BEGIN GIVEN RECORDS
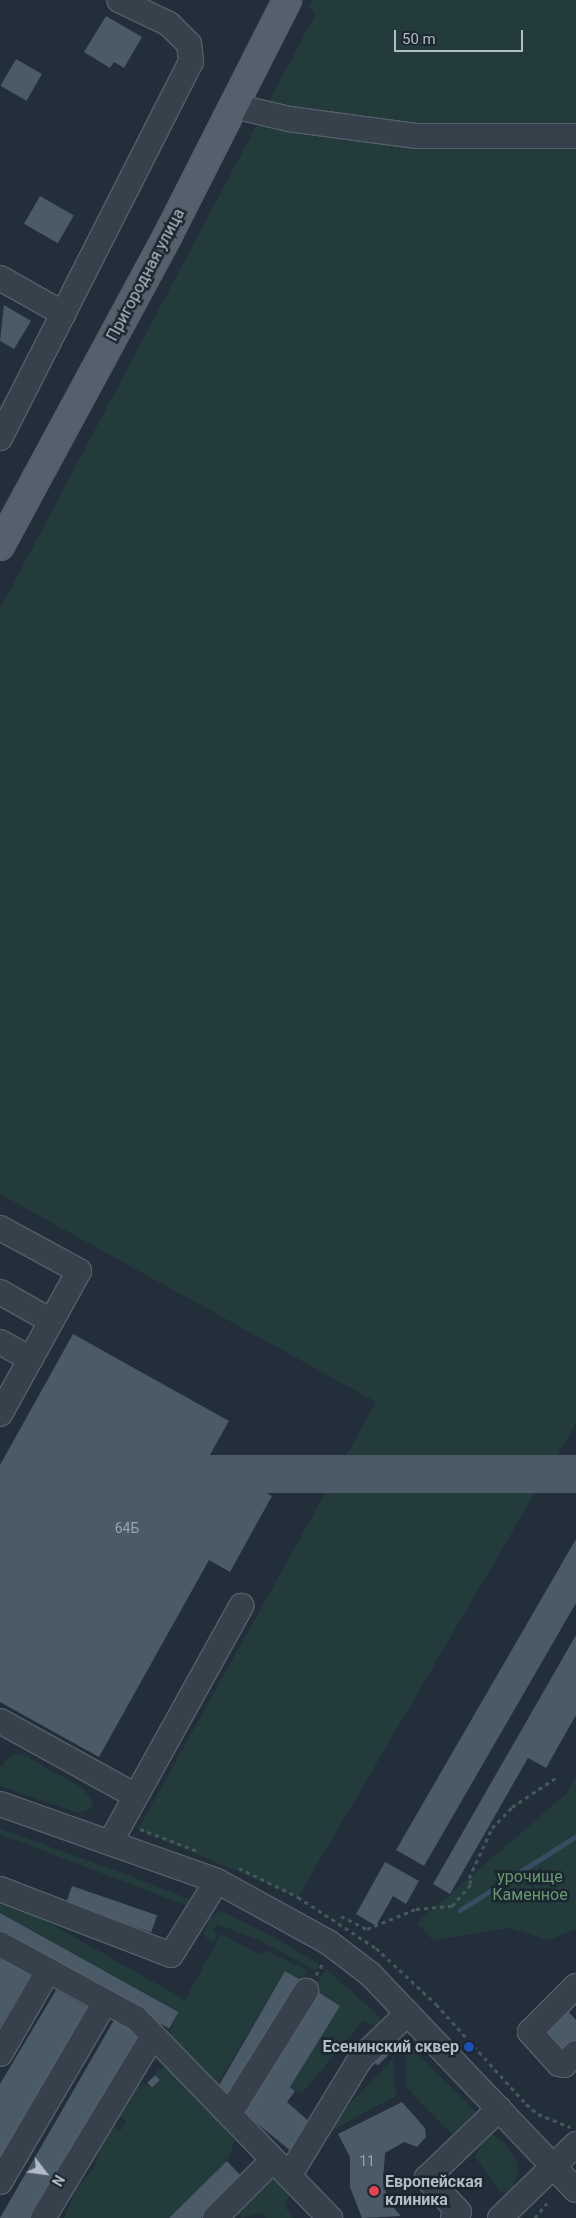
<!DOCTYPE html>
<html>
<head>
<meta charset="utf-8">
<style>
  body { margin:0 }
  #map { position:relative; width:576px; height:2218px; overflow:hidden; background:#222f3b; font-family:Roboto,sans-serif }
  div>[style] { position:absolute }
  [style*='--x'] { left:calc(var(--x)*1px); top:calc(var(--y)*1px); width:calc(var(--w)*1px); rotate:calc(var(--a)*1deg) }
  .green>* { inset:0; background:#243b3c }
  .stream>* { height:5px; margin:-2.5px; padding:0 2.5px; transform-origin:2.5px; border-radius:2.5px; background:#364d62 }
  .building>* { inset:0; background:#4a5a67; transform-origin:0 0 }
  .path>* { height:3px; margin-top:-1.5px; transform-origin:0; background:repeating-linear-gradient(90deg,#425859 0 4px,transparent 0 8px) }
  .roads { filter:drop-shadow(1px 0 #545f69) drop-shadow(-1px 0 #545f69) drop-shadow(0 1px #545f69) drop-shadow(0 -1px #545f69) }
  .minor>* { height:24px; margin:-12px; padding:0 12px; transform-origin:12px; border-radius:12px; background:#36414b }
  .major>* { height:28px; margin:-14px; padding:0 14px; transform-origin:14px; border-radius:14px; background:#54606b }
  .dots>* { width:14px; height:14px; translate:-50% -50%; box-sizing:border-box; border:2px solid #1b2630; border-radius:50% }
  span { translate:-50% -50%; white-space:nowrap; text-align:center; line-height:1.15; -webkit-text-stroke:5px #1b2630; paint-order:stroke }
  .number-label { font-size:14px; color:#97a4af }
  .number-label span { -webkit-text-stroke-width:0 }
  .street-label { font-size:16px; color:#b1bcc7 }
  .park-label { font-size:16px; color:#68986e }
  .poi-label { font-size:16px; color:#b1bcc7; font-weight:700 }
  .right { translate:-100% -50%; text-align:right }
  .left { translate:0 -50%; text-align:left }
  .north { position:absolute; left:20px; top:2148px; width:50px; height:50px; -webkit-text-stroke:4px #1b2630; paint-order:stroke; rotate:120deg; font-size:14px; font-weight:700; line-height:20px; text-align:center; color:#b1bcc7 }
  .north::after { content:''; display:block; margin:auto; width:18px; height:22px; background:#b1bcc7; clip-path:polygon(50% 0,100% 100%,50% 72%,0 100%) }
  .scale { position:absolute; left:394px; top:30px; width:129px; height:22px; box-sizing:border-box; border:2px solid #b1bcc7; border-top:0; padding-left:6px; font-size:15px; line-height:18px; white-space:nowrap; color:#b1bcc7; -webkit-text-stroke:4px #1b2630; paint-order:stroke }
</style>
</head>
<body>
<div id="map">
  <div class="green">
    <i style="clip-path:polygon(313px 0,576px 0,576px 1423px,298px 1897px,138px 1829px,376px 1402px,0 1194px,0 609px,315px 15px,309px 7px)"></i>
    <i style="clip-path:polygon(13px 1754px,22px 1754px,82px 1788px,93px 1802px,90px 1809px,79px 1813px,0 1786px,0 1767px)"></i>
    <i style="clip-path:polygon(576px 1776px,576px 1929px,548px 1940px,509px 1928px,433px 1940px,417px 1923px,567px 1793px)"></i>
    <i style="clip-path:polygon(0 1829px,112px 1869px,202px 1904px,190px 1907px,0 1834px)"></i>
    <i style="clip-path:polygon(0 1895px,185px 2000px,221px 1934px,258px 1954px,266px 1951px,307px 1970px,302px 1981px,285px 1971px,215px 2088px,168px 2037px,178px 2011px,0 1913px)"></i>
    <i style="clip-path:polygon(221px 1911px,275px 1938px,319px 1964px,315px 1970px,261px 1941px,217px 1924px,213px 1931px,218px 1934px,213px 1942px,208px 1940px,204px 1933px,209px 1919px)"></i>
    <i style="clip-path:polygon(326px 1969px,381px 2018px,377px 2026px,363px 2021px,302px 2093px,290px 2087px,340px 2006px,314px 1987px)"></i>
    <i style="clip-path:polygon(405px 2041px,476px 2112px,476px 2119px,454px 2136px,405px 2086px)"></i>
    <i style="clip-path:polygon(393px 2059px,396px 2096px,332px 2130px,342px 2112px)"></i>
    <i style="clip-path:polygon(168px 2067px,235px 2140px,227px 2161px,169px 2218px,64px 2218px,76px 2190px,96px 2165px,103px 2136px,110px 2126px,120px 2131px,127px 2122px,117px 2115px,127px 2095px,142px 2084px,153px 2088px,160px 2081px,155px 2075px,159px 2069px)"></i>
    <i style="clip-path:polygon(492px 2134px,503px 2141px,516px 2161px,519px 2172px,511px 2191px,501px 2192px,475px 2157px,485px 2137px)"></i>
    <i style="clip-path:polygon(273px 2176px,290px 2193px,285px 2207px,293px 2218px,266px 2218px,260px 2213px,242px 2218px,234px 2210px)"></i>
  </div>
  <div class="stream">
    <i style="--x:460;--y:1910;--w:138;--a:-32.5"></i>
  </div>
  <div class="building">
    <i style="clip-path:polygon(106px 16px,142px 37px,124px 68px,114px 62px,110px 68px,84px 52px)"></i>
    <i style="left:16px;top:59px;width:30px;height:31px;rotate:30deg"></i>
    <i style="left:40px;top:196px;width:39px;height:32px;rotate:30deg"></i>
    <i style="clip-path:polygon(4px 305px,31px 321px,14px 349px,0 341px)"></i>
    <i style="clip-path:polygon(73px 1334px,229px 1421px,207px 1460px,272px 1496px,230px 1572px,209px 1560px,99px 1757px,0 1702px,0 1465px)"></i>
    <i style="left:576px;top:1455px;width:38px;height:508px;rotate:90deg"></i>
    <i style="clip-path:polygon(576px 1539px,576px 1603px,424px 1866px,396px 1850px)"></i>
    <i style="clip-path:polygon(576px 1635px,576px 1715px,546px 1768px,528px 1758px,450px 1894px,433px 1884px)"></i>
    <i style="clip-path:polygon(385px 1862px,419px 1881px,406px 1904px,393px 1896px,376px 1926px,356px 1914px)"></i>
    <i style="left:72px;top:1886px;width:90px;height:18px;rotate:19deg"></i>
    <i style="left:0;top:1913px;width:204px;height:19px;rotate:29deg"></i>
    <i style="clip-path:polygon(2px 1957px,31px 1974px,0 2027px,0 1961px)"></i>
    <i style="left:285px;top:1971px;width:20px;height:136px;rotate:30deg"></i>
    <i style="clip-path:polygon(56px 1990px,91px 2009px,0 2163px,0 2084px)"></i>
    <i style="clip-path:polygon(317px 1991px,340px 2006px,290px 2087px,295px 2091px,287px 2102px,313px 2125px,292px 2152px,243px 2112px)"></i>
    <i style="clip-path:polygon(568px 2011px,576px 2020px,576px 2042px,551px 2067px,531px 2047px)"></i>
    <i style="clip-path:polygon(114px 2020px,144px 2037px,36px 2218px,0 2218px)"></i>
    <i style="left:380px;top:2045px;width:13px;height:16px;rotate:45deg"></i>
    <i style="left:155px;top:2075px;width:7px;height:11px;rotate:45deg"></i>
    <i style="clip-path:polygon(402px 2102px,425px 2128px,426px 2137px,417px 2147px,404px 2142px,385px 2153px,383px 2182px,388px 2201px,401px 2216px,362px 2218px,350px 2187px,350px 2157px,338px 2134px)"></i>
    <i style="clip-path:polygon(227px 2161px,242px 2177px,201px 2218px,169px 2218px)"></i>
  </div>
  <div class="path">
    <i style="--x:140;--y:1829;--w:61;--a:21.1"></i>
    <i style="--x:239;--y:1868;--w:66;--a:26.2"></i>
    <i style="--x:298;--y:1897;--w:93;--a:33.2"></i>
    <i style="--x:376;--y:1948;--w:82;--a:43"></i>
    <i style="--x:436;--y:2004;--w:135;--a:48"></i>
    <i style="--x:526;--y:2104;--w:16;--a:40"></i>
    <i style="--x:538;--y:2114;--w:35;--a:22"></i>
    <i style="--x:341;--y:1916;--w:29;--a:27"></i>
    <i style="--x:367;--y:1929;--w:53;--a:-22.2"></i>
    <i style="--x:416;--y:1909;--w:36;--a:-5"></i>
    <i style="--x:452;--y:1906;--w:29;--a:-49"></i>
    <i style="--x:471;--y:1884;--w:6;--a:-108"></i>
    <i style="--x:469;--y:1878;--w:55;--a:-65.3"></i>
    <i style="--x:492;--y:1828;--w:29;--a:-46"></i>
    <i style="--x:512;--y:1807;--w:54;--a:-33.7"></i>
    <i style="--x:316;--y:1975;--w:14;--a:-60"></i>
    <i style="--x:535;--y:2218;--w:19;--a:-51"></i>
  </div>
  <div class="roads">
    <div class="minor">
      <i style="--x:234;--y:106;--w:57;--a:13.3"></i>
      <i style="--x:289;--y:119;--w:129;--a:7.6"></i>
      <i style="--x:417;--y:136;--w:159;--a:0"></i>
      <i style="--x:0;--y:278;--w:73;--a:29.4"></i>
      <i style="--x:0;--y:438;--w:422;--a:-63.1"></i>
      <i style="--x:191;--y:62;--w:18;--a:-96"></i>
      <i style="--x:189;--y:44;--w:28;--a:-135"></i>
      <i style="--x:169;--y:24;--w:55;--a:-154.4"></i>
      <i style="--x:0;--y:1228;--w:90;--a:28.6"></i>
      <i style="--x:79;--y:1271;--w:163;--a:118.9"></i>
      <i style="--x:0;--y:1292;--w:59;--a:29.6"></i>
      <i style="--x:0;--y:1342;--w:35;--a:29"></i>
      <i style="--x:0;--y:1721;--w:155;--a:28.9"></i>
      <i style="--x:0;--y:1804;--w:230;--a:19.5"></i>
      <i style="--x:217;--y:1881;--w:127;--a:28.8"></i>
      <i style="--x:328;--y:1942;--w:53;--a:37.3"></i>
      <i style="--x:370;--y:1974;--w:298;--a:46.4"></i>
      <i style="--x:111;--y:1841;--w:269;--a:-61"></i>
      <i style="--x:0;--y:1889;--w:183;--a:21.1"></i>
      <i style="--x:171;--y:1955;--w:87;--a:-58.1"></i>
      <i style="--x:0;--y:1944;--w:155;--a:28.6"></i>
      <i style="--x:136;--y:2018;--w:279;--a:45.9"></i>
      <i style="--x:576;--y:1986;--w:65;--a:135"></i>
      <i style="--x:530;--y:2032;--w:43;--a:47.8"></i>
      <i style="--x:559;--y:2064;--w:5;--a:11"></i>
      <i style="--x:564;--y:2065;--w:17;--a:-45"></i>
      <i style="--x:0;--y:2054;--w:96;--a:-60"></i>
      <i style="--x:226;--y:2111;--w:14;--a:-39"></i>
      <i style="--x:237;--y:2102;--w:131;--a:-58.1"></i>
      <i style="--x:289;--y:2176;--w:137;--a:-58.7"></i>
      <i style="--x:360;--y:2059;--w:66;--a:-43.8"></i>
      <i style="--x:0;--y:2182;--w:208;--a:-59.7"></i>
      <i style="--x:43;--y:2218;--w:211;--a:-58.9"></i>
      <i style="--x:215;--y:2218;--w:82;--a:-45"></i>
      <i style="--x:453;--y:2218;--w:8;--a:-45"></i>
      <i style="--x:459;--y:2212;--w:47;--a:-133.3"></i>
      <i style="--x:427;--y:2178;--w:100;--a:-43.8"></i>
      <i style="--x:500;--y:2218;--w:106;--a:-44.2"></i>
    </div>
    <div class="major">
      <i style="--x:0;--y:546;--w:353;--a:-61.6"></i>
      <i style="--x:168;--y:235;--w:263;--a:-63.1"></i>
    </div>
  </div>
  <div class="dots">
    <i style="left:469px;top:2047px;background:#1a4fb4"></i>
    <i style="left:374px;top:2191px;background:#e0444e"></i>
  </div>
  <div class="number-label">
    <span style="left:127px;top:1528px">64Б</span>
    <span style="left:367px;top:2161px">11</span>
  </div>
  <div class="street-label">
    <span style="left:146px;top:275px;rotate:-62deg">Пригородная улица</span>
  </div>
  <div class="park-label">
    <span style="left:530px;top:1886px">урочище<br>Каменное</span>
  </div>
  <div class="poi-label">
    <span class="right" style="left:459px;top:2047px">Есенинский сквер</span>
    <span class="left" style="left:385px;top:2191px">Европейская<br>клиника</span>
  </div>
  <div class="north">N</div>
  <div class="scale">50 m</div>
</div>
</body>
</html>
END GIVEN RECORDS
▸ PROBLEM STATEMENT
State, as a number only, how many lines in the entries include "stream".

▸ ANSWER TO THIS PROBLEM
2